We stayed at our cousins’ farm for the next two weeks. The shearers came to shear the mobs of squat merinos. Lanky blokes in dusty utes threw their swags on rusty beds in the shearers’ quarters. They rolled skinny fags as they thought of things to say, and then thought better of it and didn’t speak. They stuck pictures of their kids and the missus above their beds, to ease the nights….they never looked at you when they spoke and their words slid out sideways…

We sat at an open fire with them one night after tea, us kids. The fire caught us and held us…They didn’t pay much attention to us, but I loved being around the quiet ease of them. We all did, you could feel it…

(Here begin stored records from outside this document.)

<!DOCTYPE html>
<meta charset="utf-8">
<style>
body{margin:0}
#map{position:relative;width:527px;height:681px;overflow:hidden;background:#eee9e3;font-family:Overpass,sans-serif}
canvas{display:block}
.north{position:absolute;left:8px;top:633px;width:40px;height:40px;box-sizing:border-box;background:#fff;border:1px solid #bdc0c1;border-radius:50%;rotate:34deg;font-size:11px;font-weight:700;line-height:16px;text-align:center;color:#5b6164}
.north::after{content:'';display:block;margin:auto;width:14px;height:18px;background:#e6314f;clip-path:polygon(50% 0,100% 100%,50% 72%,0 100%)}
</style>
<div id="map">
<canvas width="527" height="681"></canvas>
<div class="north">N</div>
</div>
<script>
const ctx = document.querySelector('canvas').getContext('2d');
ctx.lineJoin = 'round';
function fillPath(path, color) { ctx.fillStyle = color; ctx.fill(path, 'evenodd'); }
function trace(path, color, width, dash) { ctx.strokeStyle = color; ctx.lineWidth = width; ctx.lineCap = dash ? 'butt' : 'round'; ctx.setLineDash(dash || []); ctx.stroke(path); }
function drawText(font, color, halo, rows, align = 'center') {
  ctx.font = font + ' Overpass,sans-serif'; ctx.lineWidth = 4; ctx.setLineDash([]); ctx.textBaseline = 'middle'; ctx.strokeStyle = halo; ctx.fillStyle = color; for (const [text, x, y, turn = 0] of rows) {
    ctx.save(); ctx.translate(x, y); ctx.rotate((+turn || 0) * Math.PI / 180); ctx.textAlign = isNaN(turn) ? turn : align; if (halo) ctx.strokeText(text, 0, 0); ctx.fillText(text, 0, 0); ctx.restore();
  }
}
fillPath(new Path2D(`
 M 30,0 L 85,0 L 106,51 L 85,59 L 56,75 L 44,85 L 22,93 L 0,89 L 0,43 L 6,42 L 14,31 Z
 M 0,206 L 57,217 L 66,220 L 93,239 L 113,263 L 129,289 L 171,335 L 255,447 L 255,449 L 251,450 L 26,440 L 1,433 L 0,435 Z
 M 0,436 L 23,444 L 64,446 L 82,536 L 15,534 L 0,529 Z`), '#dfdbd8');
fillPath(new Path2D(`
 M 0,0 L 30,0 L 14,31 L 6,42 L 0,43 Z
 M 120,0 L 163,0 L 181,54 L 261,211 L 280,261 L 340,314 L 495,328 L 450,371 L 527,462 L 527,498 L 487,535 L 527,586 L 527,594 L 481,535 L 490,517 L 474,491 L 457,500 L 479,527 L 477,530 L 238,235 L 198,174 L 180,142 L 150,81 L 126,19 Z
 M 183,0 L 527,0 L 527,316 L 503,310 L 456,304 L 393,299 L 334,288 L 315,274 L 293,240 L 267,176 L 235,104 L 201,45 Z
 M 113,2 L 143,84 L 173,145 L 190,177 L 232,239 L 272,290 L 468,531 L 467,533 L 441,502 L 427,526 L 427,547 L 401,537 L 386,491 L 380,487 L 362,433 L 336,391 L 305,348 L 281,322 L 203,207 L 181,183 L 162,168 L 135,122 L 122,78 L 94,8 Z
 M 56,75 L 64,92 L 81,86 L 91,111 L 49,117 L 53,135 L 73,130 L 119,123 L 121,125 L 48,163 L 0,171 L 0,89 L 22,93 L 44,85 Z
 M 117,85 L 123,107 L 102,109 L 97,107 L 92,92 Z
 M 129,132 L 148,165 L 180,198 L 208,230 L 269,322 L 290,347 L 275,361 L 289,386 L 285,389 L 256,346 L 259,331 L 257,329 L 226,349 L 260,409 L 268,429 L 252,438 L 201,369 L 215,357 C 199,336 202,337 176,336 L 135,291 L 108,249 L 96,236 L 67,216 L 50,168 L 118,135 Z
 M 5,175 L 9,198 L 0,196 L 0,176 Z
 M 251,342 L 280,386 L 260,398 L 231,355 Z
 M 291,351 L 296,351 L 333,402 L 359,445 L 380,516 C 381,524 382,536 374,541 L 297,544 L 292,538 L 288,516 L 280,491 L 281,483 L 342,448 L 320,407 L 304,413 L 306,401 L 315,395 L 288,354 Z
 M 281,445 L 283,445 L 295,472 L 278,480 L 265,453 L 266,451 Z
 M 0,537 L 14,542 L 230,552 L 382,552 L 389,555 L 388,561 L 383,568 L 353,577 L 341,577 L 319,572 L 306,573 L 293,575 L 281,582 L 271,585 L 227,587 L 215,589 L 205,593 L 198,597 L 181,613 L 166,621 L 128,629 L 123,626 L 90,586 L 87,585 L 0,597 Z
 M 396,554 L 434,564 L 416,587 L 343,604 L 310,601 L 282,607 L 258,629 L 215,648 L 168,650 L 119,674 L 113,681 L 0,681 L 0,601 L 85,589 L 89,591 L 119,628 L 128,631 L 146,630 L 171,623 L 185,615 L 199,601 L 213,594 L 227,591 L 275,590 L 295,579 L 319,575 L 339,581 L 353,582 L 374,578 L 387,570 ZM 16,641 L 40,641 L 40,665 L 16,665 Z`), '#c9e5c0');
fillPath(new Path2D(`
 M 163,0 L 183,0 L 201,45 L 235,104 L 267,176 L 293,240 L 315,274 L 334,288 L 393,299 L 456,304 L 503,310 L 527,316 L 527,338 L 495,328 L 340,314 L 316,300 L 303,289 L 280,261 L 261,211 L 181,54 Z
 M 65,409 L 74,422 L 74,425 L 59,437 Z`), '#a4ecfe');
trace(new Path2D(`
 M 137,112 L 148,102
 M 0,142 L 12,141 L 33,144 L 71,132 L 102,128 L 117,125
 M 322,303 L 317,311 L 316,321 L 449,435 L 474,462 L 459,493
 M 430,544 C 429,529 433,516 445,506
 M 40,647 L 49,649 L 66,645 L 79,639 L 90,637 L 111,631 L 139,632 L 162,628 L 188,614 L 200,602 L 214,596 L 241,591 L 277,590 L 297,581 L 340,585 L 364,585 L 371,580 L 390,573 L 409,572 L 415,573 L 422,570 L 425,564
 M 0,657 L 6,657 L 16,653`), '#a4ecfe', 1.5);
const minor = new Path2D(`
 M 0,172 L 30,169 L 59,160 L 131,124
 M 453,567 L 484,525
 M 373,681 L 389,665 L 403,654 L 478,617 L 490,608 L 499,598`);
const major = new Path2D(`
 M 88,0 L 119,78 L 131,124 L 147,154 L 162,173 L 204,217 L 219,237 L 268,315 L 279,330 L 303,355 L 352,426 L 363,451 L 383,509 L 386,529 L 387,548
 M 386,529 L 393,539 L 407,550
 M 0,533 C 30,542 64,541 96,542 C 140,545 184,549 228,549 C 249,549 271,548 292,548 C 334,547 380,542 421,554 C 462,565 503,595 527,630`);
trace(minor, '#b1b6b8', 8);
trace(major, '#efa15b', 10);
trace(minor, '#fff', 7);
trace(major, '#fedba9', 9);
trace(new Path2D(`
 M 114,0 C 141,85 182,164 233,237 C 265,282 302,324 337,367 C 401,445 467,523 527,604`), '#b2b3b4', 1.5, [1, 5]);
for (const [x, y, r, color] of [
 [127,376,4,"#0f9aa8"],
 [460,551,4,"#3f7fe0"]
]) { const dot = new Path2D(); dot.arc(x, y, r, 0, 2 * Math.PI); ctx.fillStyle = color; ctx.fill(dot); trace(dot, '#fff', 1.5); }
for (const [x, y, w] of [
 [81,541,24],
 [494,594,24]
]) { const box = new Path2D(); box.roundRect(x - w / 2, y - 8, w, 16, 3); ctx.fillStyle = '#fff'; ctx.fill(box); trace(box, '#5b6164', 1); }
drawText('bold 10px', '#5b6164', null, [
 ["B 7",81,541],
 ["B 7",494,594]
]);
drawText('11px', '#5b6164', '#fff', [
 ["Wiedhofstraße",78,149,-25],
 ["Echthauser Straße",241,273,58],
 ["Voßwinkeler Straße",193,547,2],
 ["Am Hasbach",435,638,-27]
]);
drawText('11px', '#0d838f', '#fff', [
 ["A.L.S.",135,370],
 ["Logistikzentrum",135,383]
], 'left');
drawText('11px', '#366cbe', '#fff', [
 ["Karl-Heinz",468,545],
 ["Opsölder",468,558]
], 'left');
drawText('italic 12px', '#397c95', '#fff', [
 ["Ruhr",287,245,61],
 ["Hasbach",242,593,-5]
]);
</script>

Sylvia Plath – The Bell Jar

It was a queer, sultry summer, the summer they electrocuted the Rosenbergs, and  I didn’t know what I was doing in New York. I am stupid about executions. The idea of being electrocuted makes me sick, and that’s all there was to read about in the papers – goggle-eyed headlines staring up at me on every street corner and at the fusty, peanut-smelling mouth of every subway. It had nothing to do with me, but I couldn’t help wondering what it would be like being burned alive along your nerves.

I thought it must be the worst thing in the world.

Eleanor Catton – The Luminaries – Winner of The Man Booker Prize 2013

His old acquaintance was very much changed since their last encounter. His proud face was much disfigured, and a decade in gaol had lent a muscled bulk to his chest and arms. His posture was familiar, however: he was standing with his shoulders slightly rounded, and the backs of his hands against his hips, as in the days of old. (How strange, Ah Sook thought later, that one’s gestures remain the same, even as the body changes, weathers, and gives itself over to age – as though the gestures were the real vessel, the vase to the body’s flower.

Tim Winton – Breath

She was a foot away. She smelled of butter and cucumber and coffee and antiseptic. I wanted to press my face into that belly, to hold her by the hips, but I sat there until she stepped away. And then I got up and left; I didn’t care what she said. I rode home slow and sore and raddled’.